### TASK TO CARRY OUT:
Transcribe the records below exactly, from their first line through the line containing "2px #8a8483) drop-shadow(0". Omit every line after it.

[INPUT RECORDS Boundary: Start]

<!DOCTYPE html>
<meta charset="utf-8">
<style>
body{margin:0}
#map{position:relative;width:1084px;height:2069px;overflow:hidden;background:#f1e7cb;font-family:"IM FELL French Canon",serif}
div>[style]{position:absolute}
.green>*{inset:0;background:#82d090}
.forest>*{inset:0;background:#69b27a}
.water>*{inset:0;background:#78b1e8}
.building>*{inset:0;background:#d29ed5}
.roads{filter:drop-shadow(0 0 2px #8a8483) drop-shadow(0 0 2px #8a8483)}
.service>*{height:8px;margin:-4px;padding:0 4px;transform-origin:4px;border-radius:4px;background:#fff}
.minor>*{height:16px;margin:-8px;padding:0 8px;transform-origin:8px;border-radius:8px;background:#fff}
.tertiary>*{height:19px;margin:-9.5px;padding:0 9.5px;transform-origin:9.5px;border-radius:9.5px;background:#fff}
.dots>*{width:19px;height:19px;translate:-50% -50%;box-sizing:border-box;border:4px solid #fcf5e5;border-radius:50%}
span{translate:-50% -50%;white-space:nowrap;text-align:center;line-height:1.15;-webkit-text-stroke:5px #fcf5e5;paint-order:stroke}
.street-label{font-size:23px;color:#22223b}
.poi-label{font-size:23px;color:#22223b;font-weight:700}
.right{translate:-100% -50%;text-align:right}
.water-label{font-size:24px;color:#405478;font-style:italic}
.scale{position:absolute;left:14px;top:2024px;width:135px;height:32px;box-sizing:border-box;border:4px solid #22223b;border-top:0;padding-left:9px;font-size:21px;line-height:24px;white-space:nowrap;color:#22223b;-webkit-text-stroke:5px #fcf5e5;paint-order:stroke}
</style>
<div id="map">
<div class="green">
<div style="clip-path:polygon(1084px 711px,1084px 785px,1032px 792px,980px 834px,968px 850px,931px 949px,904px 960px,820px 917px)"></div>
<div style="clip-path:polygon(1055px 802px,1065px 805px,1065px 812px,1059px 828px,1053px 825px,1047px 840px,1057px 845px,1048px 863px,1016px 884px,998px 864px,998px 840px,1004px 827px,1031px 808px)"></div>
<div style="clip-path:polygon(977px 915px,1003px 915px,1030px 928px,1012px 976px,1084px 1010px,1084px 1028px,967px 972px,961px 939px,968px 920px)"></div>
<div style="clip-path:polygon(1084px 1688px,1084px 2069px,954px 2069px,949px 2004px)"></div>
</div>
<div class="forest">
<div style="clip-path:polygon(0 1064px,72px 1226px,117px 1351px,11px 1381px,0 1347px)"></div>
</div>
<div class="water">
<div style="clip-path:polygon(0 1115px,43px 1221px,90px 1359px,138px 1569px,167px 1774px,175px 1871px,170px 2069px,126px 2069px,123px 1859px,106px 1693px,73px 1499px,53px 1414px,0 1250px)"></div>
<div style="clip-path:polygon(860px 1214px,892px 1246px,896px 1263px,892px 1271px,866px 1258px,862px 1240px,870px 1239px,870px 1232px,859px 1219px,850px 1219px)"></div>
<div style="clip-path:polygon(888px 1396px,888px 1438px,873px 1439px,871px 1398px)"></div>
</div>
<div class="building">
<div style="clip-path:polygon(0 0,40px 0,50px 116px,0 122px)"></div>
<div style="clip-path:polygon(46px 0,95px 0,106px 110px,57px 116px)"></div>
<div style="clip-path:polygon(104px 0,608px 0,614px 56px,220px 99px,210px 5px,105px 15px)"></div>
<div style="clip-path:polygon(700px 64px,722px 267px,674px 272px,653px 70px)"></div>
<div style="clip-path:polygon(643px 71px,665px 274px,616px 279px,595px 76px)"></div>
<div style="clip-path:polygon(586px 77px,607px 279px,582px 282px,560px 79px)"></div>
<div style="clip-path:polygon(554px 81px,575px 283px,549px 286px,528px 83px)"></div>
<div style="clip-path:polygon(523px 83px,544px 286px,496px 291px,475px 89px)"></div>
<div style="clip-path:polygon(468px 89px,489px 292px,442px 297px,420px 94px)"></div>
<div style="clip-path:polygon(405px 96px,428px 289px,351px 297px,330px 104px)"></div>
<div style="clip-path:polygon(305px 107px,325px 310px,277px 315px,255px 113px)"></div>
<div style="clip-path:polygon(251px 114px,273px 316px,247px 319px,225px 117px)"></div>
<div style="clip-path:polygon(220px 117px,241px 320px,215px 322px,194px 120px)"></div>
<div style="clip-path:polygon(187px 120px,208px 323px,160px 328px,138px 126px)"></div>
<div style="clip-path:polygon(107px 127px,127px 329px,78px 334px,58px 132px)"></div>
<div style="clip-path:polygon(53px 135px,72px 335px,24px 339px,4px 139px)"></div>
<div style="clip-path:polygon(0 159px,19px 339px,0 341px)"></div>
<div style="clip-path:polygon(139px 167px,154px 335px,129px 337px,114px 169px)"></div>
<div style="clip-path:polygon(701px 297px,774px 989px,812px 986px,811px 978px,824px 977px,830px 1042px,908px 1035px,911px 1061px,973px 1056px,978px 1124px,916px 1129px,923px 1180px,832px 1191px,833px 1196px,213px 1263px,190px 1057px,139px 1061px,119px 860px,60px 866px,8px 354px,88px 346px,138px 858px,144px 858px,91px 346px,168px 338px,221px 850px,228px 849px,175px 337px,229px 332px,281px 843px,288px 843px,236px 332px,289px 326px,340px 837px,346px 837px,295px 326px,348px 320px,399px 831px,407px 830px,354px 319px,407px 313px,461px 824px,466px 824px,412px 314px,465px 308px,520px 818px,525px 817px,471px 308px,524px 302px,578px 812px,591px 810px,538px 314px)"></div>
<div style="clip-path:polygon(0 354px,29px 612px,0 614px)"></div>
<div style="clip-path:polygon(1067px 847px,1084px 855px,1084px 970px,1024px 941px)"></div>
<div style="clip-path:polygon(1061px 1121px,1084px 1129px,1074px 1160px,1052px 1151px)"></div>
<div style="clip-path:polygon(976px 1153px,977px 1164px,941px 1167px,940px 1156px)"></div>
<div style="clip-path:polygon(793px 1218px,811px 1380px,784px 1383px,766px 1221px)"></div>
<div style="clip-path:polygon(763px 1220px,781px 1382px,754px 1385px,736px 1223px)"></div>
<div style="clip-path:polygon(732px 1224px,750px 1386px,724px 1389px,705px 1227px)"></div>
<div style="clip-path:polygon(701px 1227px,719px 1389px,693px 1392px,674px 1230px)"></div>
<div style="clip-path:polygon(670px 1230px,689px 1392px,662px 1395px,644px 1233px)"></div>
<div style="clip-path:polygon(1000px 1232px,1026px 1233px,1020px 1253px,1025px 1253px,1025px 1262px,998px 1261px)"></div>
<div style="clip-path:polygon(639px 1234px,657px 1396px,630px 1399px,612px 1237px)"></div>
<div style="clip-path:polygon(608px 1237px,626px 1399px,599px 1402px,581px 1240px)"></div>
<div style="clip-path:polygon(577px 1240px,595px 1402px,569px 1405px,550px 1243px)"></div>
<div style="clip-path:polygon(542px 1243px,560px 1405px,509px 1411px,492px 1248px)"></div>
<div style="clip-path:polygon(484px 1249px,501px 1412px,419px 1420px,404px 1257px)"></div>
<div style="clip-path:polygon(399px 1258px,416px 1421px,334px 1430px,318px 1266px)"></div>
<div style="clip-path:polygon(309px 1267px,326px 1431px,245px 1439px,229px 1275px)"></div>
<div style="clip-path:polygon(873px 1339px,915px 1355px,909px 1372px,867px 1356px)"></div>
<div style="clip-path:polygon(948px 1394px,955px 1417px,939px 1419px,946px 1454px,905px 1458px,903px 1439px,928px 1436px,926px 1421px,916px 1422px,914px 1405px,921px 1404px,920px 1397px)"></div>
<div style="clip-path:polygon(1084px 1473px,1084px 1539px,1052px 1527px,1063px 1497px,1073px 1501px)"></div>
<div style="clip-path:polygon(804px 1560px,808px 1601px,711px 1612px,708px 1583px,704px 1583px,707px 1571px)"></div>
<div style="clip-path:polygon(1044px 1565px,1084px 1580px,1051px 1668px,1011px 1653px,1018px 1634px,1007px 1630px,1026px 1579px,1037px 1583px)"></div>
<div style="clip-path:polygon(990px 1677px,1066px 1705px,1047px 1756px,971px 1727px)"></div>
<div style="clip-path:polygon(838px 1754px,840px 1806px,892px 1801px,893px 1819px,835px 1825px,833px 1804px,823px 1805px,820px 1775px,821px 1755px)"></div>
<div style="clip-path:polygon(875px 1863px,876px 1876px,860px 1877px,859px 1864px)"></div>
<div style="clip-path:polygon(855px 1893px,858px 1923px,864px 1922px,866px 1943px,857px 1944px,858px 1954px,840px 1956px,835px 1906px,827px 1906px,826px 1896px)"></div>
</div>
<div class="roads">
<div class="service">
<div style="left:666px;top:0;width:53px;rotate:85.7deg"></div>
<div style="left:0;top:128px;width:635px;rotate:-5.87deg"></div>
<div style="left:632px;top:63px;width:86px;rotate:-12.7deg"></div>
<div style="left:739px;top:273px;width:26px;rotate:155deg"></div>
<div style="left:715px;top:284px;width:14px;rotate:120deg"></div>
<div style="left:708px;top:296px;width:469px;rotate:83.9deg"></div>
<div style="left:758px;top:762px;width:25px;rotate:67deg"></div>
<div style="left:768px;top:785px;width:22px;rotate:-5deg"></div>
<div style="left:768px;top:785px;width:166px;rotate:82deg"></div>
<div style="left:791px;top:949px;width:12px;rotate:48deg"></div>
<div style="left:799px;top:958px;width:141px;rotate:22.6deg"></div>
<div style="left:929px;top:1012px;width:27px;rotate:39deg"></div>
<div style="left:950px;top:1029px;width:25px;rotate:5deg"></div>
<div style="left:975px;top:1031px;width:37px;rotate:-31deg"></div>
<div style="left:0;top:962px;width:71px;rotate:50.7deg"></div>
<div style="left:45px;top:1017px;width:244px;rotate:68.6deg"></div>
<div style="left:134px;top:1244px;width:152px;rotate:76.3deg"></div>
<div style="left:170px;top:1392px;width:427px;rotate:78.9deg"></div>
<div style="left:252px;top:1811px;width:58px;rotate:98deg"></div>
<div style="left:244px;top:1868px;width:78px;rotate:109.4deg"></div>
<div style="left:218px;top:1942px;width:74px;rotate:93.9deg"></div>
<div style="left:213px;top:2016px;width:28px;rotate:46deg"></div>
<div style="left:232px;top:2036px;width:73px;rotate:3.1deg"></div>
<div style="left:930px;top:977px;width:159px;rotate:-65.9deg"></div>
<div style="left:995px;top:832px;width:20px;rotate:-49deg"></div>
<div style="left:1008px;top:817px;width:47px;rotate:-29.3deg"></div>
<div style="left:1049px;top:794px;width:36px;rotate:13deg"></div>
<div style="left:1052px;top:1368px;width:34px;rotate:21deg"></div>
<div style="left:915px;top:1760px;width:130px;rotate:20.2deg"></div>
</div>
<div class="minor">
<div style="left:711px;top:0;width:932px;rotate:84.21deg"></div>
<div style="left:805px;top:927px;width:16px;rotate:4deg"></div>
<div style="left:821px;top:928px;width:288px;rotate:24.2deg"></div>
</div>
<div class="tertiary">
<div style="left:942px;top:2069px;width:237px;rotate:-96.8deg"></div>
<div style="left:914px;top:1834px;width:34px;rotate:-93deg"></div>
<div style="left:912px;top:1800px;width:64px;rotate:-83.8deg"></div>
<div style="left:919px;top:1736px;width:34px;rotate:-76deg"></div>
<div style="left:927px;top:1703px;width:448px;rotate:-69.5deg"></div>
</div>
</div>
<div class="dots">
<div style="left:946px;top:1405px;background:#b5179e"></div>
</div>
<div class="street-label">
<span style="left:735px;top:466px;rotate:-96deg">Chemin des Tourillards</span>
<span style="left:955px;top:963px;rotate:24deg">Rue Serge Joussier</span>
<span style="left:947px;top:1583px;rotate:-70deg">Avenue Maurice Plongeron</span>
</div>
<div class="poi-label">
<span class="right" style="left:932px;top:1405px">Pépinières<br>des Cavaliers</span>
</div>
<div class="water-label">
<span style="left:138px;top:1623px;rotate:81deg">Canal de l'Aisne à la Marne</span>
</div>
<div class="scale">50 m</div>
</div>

[INPUT RECORDS Boundary: End]

### WRITTEN RESPONSE:
<!DOCTYPE html>
<meta charset="utf-8">
<style>
body{margin:0}
#map{position:relative;width:1084px;height:2069px;overflow:hidden;background:#f1e7cb;font-family:"IM FELL French Canon",serif}
div>[style]{position:absolute}
.green>*{inset:0;background:#82d090}
.forest>*{inset:0;background:#69b27a}
.water>*{inset:0;background:#78b1e8}
.building>*{inset:0;background:#d29ed5}
.roads{filter:drop-shadow(0 0 2px #8a8483) drop-shadow(0 0 2px #8a8483)}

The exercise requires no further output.